It's a sticky problem with the net. There's always someone looking over your shoulder, picking nits. So it's best not to have any nits to pick when you go to town with a bold statement or iron clad commitment. Of course, the quality of those nits has dropped considerably over the last 15 years, as we have rid ourselves of all of the really quality, professional, paid nitpickers. Those folks knew where the the really ripe, juicy nits hung out. They could find them in a haystack, or hidden in plain sight, pick them and put them on display in grand style.

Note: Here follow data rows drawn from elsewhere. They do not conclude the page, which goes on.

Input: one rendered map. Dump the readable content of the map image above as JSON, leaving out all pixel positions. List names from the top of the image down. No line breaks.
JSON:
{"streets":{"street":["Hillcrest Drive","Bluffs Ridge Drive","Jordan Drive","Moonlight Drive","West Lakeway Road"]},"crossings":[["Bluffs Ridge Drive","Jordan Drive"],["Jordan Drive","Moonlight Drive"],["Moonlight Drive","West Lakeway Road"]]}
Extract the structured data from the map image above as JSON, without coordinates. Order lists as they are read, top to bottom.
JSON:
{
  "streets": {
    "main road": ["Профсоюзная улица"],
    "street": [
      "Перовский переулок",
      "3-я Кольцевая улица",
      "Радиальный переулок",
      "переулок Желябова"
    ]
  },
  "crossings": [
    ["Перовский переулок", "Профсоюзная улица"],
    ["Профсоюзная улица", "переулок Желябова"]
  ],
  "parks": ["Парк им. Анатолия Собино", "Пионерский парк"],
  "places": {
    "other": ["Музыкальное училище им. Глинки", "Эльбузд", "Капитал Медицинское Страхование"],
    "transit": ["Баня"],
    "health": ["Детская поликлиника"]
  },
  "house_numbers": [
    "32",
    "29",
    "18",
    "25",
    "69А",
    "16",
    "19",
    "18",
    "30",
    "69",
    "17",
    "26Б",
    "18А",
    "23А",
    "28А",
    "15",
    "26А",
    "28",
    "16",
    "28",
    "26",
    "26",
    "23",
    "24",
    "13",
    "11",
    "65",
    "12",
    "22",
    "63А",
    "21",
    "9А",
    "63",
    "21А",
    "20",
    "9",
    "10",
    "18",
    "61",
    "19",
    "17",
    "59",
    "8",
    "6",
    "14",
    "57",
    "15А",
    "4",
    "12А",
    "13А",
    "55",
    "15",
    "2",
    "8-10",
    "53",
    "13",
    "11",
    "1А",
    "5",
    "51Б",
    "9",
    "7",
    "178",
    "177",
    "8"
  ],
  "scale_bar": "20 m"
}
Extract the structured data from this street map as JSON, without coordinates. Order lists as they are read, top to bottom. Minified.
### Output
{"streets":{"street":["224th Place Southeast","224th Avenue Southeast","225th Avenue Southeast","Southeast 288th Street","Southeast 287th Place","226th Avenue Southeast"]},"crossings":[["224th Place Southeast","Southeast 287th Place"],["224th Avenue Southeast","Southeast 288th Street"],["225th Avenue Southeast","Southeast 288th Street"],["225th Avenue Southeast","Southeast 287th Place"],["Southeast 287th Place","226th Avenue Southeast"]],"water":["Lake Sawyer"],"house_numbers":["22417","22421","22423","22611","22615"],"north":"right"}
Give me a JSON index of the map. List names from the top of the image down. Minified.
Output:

I was one of those nitpickers once. Got a nice fat check every week to go out and take a really close look at the world and report back with what I found. Didn't know it at the time, but I was living the Life of Riley. Today, the nits we get are the low hanging fruit. Doesn't much matter, though, as people today don't know a good nit from their anal pore. Give them a tiny, dried up nit and they act like the world is ending. But give them something really fat and juicy, like Obama letting his new friends the Iranians build nuclear weapons, and they yawn.
So you can keep your nits, even cultivate some really nice ones. Don't need to hide them particularly well. In fact, you can leave them out in plain sight, just don't call them "nits". Call them "features" or "options" or "contingencies". The Emperor has a fine set of clothes, all bedazzled with....nits.